Monday, January 26, 2009

splish splash

We managed to complete our jaunt to east central Virginia with little problem. The drive is about 3 ½ - 4 hours without stops and once you get far enough east the scenery turns quite lovely as you skirt and then climb into the Alleghenies.

The Jefferson Pools in Warm Springs, Virginia are one of those rare finds you encounter when traveling the world. As I was floating in the waters I was trying to sort out why they haven’t become one of those hateful, overrun, over managed and overpopulated venues. As I was thinking so deeply, and floating about on the floaty noodles, I ended up taking a little nap; that’s how hard I was thinking. Even though they’re owned by the Homestead resort just up the road in Hot Springs you’d never know ownership falls under that massive, and apparently highly overrated, golf and resort club. Maybe in the spring, summer, and fall it’s more crowded than on a nice, clear, cold weekend in late January but we may never know since I’d rather be there when it’s cold. After checking in at our Inn (The Inn at Grist Mill) on Saturday afternoon we popped over for an hour’s soak before they lock up that sheds at 5pm. The layout is made up of two octagonal wooden shacks that provide cover over the men’s and women’s baths – both baths are simply pools of hot springs (a perfect 98°) over and the creek bed. The sheds include dressing rooms and a platform that encircles (enoctagons?) the waters. There are no luxuries beyond the amazing waters and provided towels: no heat, no curtains, and no nice robes. You come in wearing your duds, strip down to what God gave you, pop in the water, soak, hop out, dry off (quickly), get dressed and move along – an hour seems to fly by. In January, when it’s about 25 degrees outside, the drying and dressing is the final revitalization; there’s nothing quite as shocking as drying, shivering, and trying to get the warm clothes on as quickly as possible. On Sundays from noon to 1pm they allow the guys and dolls to intermingle…with swimsuits. We learned on Sunday that the women’s bath is only 4’10” deep and the men’s is 6’8” (of course, we each knew our own shack depths from the previous day; we just didn’t know the other’s). The Eleven, as expected of tall people worldwide, chose the men’s bath and subsequently had the place to ourselves for the whole hour before driving back to the NoVa. Once you get over your initial trepidation upon entering the shacks o’er the magma for the first time, they’re unbelievably relaxing.
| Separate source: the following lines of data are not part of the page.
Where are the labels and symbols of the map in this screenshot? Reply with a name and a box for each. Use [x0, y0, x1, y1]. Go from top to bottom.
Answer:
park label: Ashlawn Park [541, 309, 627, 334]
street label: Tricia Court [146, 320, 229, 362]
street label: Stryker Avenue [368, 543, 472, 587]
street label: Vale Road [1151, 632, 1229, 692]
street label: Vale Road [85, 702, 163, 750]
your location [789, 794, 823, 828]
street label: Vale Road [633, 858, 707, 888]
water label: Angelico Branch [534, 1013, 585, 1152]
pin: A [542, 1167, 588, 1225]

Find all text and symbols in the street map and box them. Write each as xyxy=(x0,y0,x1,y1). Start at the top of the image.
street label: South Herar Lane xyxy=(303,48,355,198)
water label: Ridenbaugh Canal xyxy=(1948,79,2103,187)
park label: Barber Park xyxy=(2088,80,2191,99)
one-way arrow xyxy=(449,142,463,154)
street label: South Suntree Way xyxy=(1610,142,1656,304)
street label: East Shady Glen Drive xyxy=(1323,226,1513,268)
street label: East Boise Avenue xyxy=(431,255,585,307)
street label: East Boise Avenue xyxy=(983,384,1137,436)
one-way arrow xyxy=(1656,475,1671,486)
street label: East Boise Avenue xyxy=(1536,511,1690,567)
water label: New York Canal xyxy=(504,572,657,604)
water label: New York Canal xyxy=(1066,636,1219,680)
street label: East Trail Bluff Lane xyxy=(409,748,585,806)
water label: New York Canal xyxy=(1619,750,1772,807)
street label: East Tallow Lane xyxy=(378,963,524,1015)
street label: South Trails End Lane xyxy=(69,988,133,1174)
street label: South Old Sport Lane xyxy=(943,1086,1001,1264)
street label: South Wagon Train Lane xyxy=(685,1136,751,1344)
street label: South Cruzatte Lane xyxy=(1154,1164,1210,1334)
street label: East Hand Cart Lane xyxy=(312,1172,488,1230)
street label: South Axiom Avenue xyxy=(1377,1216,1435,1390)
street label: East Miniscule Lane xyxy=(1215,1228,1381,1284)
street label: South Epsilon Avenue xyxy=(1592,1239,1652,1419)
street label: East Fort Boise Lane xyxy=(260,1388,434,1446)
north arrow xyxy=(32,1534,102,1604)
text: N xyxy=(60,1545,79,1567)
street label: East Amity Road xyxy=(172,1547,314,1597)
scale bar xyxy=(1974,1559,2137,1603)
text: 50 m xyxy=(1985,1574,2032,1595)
Our room at the Inn was perfectly designed for our needs. The queen bed was outfitted with very nice cotton sheets, the fireplace was stocked with wood, and they deliver a breakfast basket in the morning. The basket idea is ingenious: you give them a ring to let them know you’re up, choose coffee or tea, and they pop over in five minutes flat with the goods. The basket includes a thermos of coffee, scones, butter and jams, cups, cream, sugar, and orange juice. All you do is sit around watching the TLC network and nibbling at your breakfast and sipping coffee. We had dinner on Saturday night the Inn’s restaurant which was all of 50 feet from our building – makes the arrival timing for dinner pretty simple. The food was probably about a B- on my grading scale but we were limited to either trout or salmon; they seem to have a much broader selection of meat and poultry. Considering that the restaurant’s greatest attraction is proximity it fulfilled its task. Of course, if you don’t eat at the restaurant you’re limited to a choice of no other place that we came across in the small village. I’d imagine you could drive some country roads to the nearest towns and find grub but who’s really interested in that?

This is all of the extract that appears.